The only remaining question is whether this receiver could move to vacate the judgment. By the order appointing him receiver he was vested with the assets of the corporation. It was thus his duty to protect such assets and hold the same subject to the order of the court. Under this order he was authorized to move to vacate a judgment which upon its face gave the plaintiff a right to issue an execution against the property of the corporation in his hands when such a judgment had been entered without authority and was void. I think, therefore, the motion should have been granted.

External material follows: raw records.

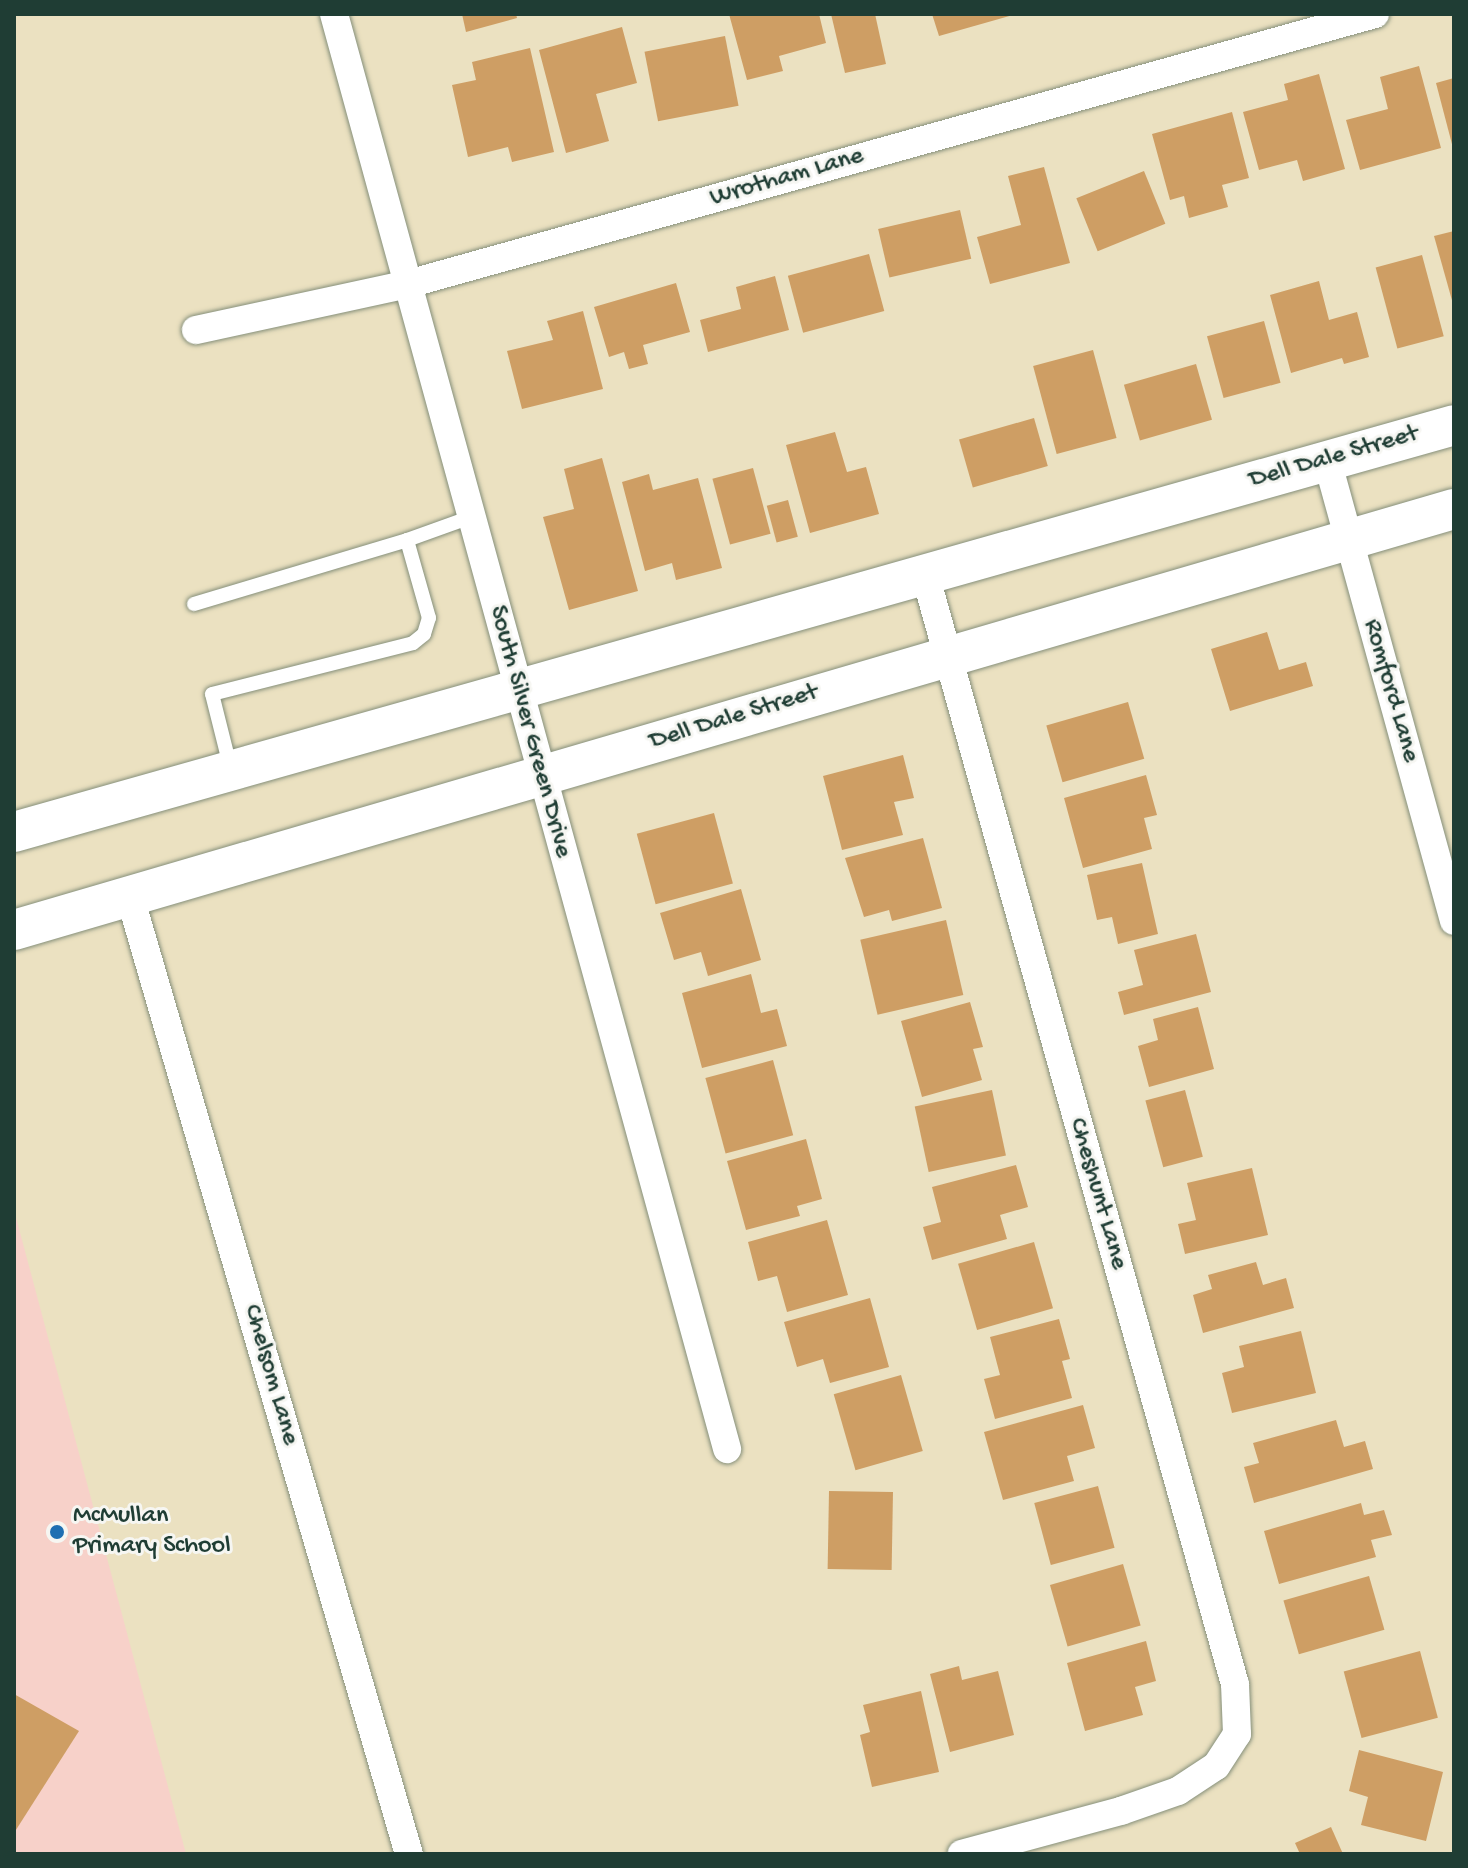 <!DOCTYPE html>
<style>
body{margin:0}
#map{position:relative;width:1468px;height:1868px;overflow:hidden;background:#ebe1c1;font-family:"Gochi Hand",sans-serif}
div>[style]{position:absolute}
[style*='--x']{left:calc(var(--x)*1px);top:calc(var(--y)*1px);width:calc(var(--w)*1px);rotate:calc(var(--a)*1deg)}
.built>*{inset:0;background:#f7d1c9}
.building>*{inset:0;background:#ce9e64;transform-origin:0 0}
.roads{filter:drop-shadow(0 0 2px #858f7a) drop-shadow(0 0 2px #858f7a)}
.lane>*{height:14px;margin:-7px;padding:0 7px;transform-origin:7px;border-radius:7px;background:#fff}
.street>*{height:28px;margin:-14px;padding:0 14px;transform-origin:14px;border-radius:14px;background:#fff}
.secondary>*{height:40px;margin:-20px;padding:0 20px;transform-origin:20px;border-radius:20px;background:#fff}
.dots>*{width:22px;height:22px;translate:-50% -50%;box-sizing:border-box;border:4px solid #f6f6f2;border-radius:50%}
span{translate:-50% -50%;white-space:nowrap;text-align:center;line-height:1.15;-webkit-text-stroke:6px #f6f6f2;paint-order:stroke}
.street-label{font-size:26px;color:#1f3d34}
.poi-label{font-size:26px;color:#1f3d34}
.left{translate:0 -50%;text-align:left}
.frame{position:absolute;inset:0;border:16px solid #1f3d34;pointer-events:none}
</style>
<div id="map">
<div class="built">
<i style="clip-path:polygon(14px 1210px,186px 1854px,14px 1854px)"></i>
</div>
<div class="building">
<i style="clip-path:polygon(462px 14px,516px 14px,517px 18px,466px 32px)"></i>
<i style="clip-path:polygon(729px 14px,819px 14px,826px 43px,779px 56px,783px 71px,747px 80px)"></i>
<i style="clip-path:polygon(831px 14px,875px 14px,886px 64px,845px 73px)"></i>
<i style="clip-path:polygon(932px 14px,1013px 14px,1013px 15px,939px 36px)"></i>
<i style="clip-path:polygon(622px 27px,637px 83px,596px 94px,609px 141px,566px 153px,539px 50px)"></i>
<i style="left:725px;top:36px;width:71px;height:82px;rotate:79deg"></i>
<i style="clip-path:polygon(530px 48px,554px 152px,512px 162px,508px 147px,468px 157px,452px 85px,476px 80px,472px 62px)"></i>
<i style="clip-path:polygon(1419px 66px,1441px 148px,1360px 170px,1346px 120px,1388px 109px,1380px 77px)"></i>
<i style="clip-path:polygon(1319px 74px,1345px 169px,1303px 181px,1297px 160px,1259px 170px,1243px 112px,1288px 100px,1284px 84px)"></i>
<i style="clip-path:polygon(1454px 78px,1454px 148px,1453px 148px,1436px 83px)"></i>
<i style="clip-path:polygon(1232px 112px,1249px 178px,1222px 185px,1228px 207px,1189px 218px,1184px 196px,1170px 200px,1152px 134px)"></i>
<i style="clip-path:polygon(1044px 167px,1070px 263px,990px 284px,977px 237px,1021px 225px,1008px 176px)"></i>
<i style="left:1144px;top:171px;width:57px;height:73px;rotate:68deg"></i>
<i style="left:960px;top:210px;width:50px;height:84px;rotate:77deg"></i>
<i style="clip-path:polygon(1454px 231px,1454px 304px,1453px 304px,1434px 236px)"></i>
<i style="left:869px;top:254px;width:59px;height:84px;rotate:75deg"></i>
<i style="left:1422px;top:255px;width:84px;height:48px;rotate:75deg"></i>
<i style="clip-path:polygon(775px 276px,789px 330px,708px 352px,700px 320px,741px 309px,736px 287px)"></i>
<i style="clip-path:polygon(1319px 281px,1329px 320px,1357px 312px,1369px 357px,1344px 364px,1342px 358px,1291px 373px,1270px 295px)"></i>
<i style="clip-path:polygon(676px 283px,690px 332px,643px 345px,648px 364px,629px 369px,624px 352px,609px 357px,594px 307px)"></i>
<i style="clip-path:polygon(583px 311px,603px 389px,522px 409px,507px 351px,553px 340px,547px 321px)"></i>
<i style="left:1264px;top:321px;width:64px;height:59px;rotate:75deg"></i>
<i style="left:1093px;top:350px;width:91px;height:62px;rotate:75deg"></i>
<i style="left:1196px;top:364px;width:58px;height:75px;rotate:74deg"></i>
<i style="left:1034px;top:418px;width:50px;height:78px;rotate:74deg"></i>
<i style="clip-path:polygon(835px 432px,847px 472px,866px 467px,879px 514px,810px 533px,786px 445px)"></i>
<i style="clip-path:polygon(602px 458px,638px 591px,569px 610px,543px 517px,574px 509px,564px 469px)"></i>
<i style="left:753px;top:468px;width:68px;height:42px;rotate:75deg"></i>
<i style="clip-path:polygon(649px 474px,653px 490px,698px 478px,722px 568px,676px 580px,672px 563px,645px 571px,622px 482px)"></i>
<i style="left:788px;top:500px;width:38px;height:22px;rotate:75deg"></i>
<i style="clip-path:polygon(1267px 632px,1279px 670px,1306px 662px,1313px 686px,1230px 711px,1211px 649px)"></i>
<i style="left:1128px;top:702px;width:59px;height:85px;rotate:74deg"></i>
<i style="clip-path:polygon(903px 755px,914px 798px,894px 802px,903px 835px,842px 850px,823px 776px)"></i>
<i style="clip-path:polygon(1146px 775px,1157px 815px,1144px 818px,1152px 849px,1083px 868px,1064px 798px)"></i>
<i style="left:714px;top:813px;width:73px;height:80px;rotate:75deg"></i>
<i style="clip-path:polygon(923px 838px,942px 908px,892px 921px,889px 910px,864px 917px,845px 858px)"></i>
<i style="clip-path:polygon(1142px 863px,1158px 934px,1118px 944px,1112px 917px,1097px 920px,1087px 875px)"></i>
<i style="clip-path:polygon(741px 889px,761px 960px,708px 976px,701px 952px,674px 960px,660px 913px)"></i>
<i style="left:946px;top:920px;width:77px;height:88px;rotate:77deg"></i>
<i style="clip-path:polygon(1196px 934px,1211px 992px,1124px 1015px,1118px 992px,1143px 985px,1134px 950px)"></i>
<i style="clip-path:polygon(751px 974px,761px 1013px,777px 1009px,787px 1046px,702px 1068px,682px 993px)"></i>
<i style="clip-path:polygon(970px 1002px,983px 1047px,973px 1049px,982px 1080px,922px 1097px,901px 1021px)"></i>
<i style="clip-path:polygon(1198px 1007px,1214px 1069px,1149px 1087px,1138px 1046px,1158px 1040px,1153px 1019px)"></i>
<i style="left:773px;top:1060px;width:78px;height:70px;rotate:75deg"></i>
<i style="left:992px;top:1090px;width:67px;height:79px;rotate:78deg"></i>
<i style="left:1185px;top:1090px;width:69px;height:41px;rotate:75deg"></i>
<i style="clip-path:polygon(806px 1139px,822px 1199px,797px 1206px,800px 1216px,746px 1230px,727px 1161px)"></i>
<i style="clip-path:polygon(1016px 1165px,1028px 1207px,1000px 1215px,1007px 1239px,932px 1260px,923px 1227px,941px 1222px,932px 1187px)"></i>
<i style="clip-path:polygon(1252px 1168px,1268px 1235px,1185px 1254px,1178px 1224px,1196px 1220px,1187px 1183px)"></i>
<i style="clip-path:polygon(827px 1220px,848px 1295px,787px 1312px,777px 1276px,758px 1281px,748px 1242px)"></i>
<i style="left:1034px;top:1242px;width:69px;height:79px;rotate:74deg"></i>
<i style="clip-path:polygon(1256px 1262px,1263px 1285px,1286px 1278px,1294px 1308px,1203px 1333px,1193px 1295px,1212px 1289px,1208px 1275px)"></i>
<i style="clip-path:polygon(870px 1298px,889px 1367px,830px 1383px,823px 1359px,797px 1367px,784px 1322px)"></i>
<i style="clip-path:polygon(1059px 1319px,1070px 1359px,1062px 1361px,1072px 1398px,995px 1419px,984px 1379px,1000px 1375px,990px 1337px)"></i>
<i style="clip-path:polygon(1301px 1331px,1316px 1393px,1232px 1413px,1222px 1373px,1244px 1367px,1239px 1346px)"></i>
<i style="left:901px;top:1375px;width:79px;height:70px;rotate:74deg"></i>
<i style="clip-path:polygon(1083px 1405px,1095px 1448px,1067px 1456px,1074px 1481px,1003px 1500px,984px 1432px)"></i>
<i style="clip-path:polygon(1336px 1420px,1344px 1447px,1365px 1441px,1373px 1469px,1254px 1503px,1244px 1467px,1259px 1463px,1253px 1443px)"></i>
<i style="left:1098px;top:1486px;width:64px;height:66px;rotate:75deg"></i>
<i style="left:829px;top:1491px;width:64px;height:78px;rotate:1deg"></i>
<i style="clip-path:polygon(1361px 1503px,1364px 1515px,1384px 1510px,1392px 1535px,1371px 1540px,1376px 1557px,1279px 1584px,1264px 1531px)"></i>
<i style="left:1123px;top:1564px;width:64px;height:76px;rotate:74deg"></i>
<i style="left:1369px;top:1576px;width:56px;height:89px;rotate:74deg"></i>
<i style="clip-path:polygon(1146px 1641px,1156px 1681px,1135px 1687px,1143px 1715px,1085px 1731px,1067px 1663px)"></i>
<i style="left:1420px;top:1651px;width:69px;height:79px;rotate:75deg"></i>
<i style="clip-path:polygon(959px 1666px,962px 1680px,998px 1671px,1014px 1735px,950px 1752px,930px 1674px)"></i>
<i style="clip-path:polygon(921px 1691px,939px 1772px,872px 1787px,860px 1735px,870px 1732px,863px 1705px)"></i>
<i style="clip-path:polygon(14px 1694px,79px 1731px,14px 1833px)"></i>
<i style="clip-path:polygon(1359px 1750px,1443px 1772px,1426px 1841px,1361px 1825px,1368px 1797px,1349px 1791px)"></i>
<i style="clip-path:polygon(1331px 1827px,1343px 1854px,1300px 1854px,1295px 1843px)"></i>
</div>
<div class="roads">
<div class="lane">
<i style="--x:194;--y:604;--w:222;--a:-16.7"></i>
<i style="--x:231;--y:770;--w:78;--a:-104"></i>
<i style="--x:212;--y:694;--w:207;--a:-14.2"></i>
<i style="--x:413;--y:643;--w:14;--a:-39"></i>
<i style="--x:424;--y:634;--w:17;--a:-73"></i>
<i style="--x:429;--y:618;--w:81;--a:-105.8"></i>
<i style="--x:407;--y:540;--w:68;--a:-19.8"></i>
</div>
<div class="street">
<i style="--x:334;--y:14;--w:1488;--a:74.68"></i>
<i style="--x:196;--y:330;--w:217;--a:-12.2"></i>
<i style="--x:408;--y:284;--w:1004;--a:-15.6"></i>
<i style="--x:1327;--y:460;--w:478;--a:74.6"></i>
<i style="--x:925;--y:574;--w:1152;--a:74.4"></i>
<i style="--x:1235;--y:1684;--w:50;--a:87.7"></i>
<i style="--x:1237;--y:1734;--w:38;--a:123"></i>
<i style="--x:1216;--y:1766;--w:45;--a:146.7"></i>
<i style="--x:1178;--y:1791;--w:60;--a:160.7"></i>
<i style="--x:1121;--y:1811;--w:165;--a:164.9"></i>
<i style="--x:130;--y:897;--w:997;--a:73.75"></i>
</div>
<div class="secondary">
<i style="--x:14;--y:832;--w:1496;--a:-15.78"></i>
<i style="--x:14;--y:930;--w:1500;--a:-16.3"></i>
</div>
</div>
<div class="dots">
<i style="left:57px;top:1532px;background:#1f6fb2"></i>
</div>
<div class="street-label">
<span style="left:787px;top:178px;rotate:-16deg">Wrotham Lane</span>
<span style="left:1334px;top:458px;rotate:-16deg">Dell Dale Street</span>
<span style="left:1390px;top:691px;rotate:74deg">Romford Lane</span>
<span style="left:734px;top:718px;rotate:-17deg">Dell Dale Street</span>
<span style="left:529px;top:732px;rotate:75deg">South Silver Green Drive</span>
<span style="left:1097px;top:1194px;rotate:74deg">Cheshunt Lane</span>
<span style="left:270px;top:1375px;rotate:74deg">Chelsom Lane</span>
</div>
<div class="poi-label">
<span class="left" style="left:73px;top:1532px">McMullan<br>Primary School</span>
</div>
<div class="frame"></div>
</div>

The further question, whether this order of the Appellate Division in the second department could affect this receiver, as it was made without notice to the Attorney-General, and as no copy of either the motion papers upon the motion to vacate the order appointing the receiver or of the proposed order of the Appellate Division to be entered upon that motion was served upon him, is presented. The order appointing the receiver having been made upon notice to the Attorney-General, he was clearly entitled to notice of all applications to modify or vacate that order. But, as we think that the judgment entered against the defendant was improperly entered because the court obtained no jurisdiction over the defendant, and that the receiver of the corporation had a right to move to vacate that judgment, it i§ not necessary to pass upon the effect of the failure to give notice to the Attorney-General.

The order appealed from should be reversed, with ten dollars costs and disbursements, and the motion to vacate the judgment granted, with ten dollars costs.

Van Brunt, P. J., McLaughlin, Hatch and Laughlin, JJ., concurred.

Order reversed, with ten dollars costs and disbursements, and motion granted, with ten dollars costs.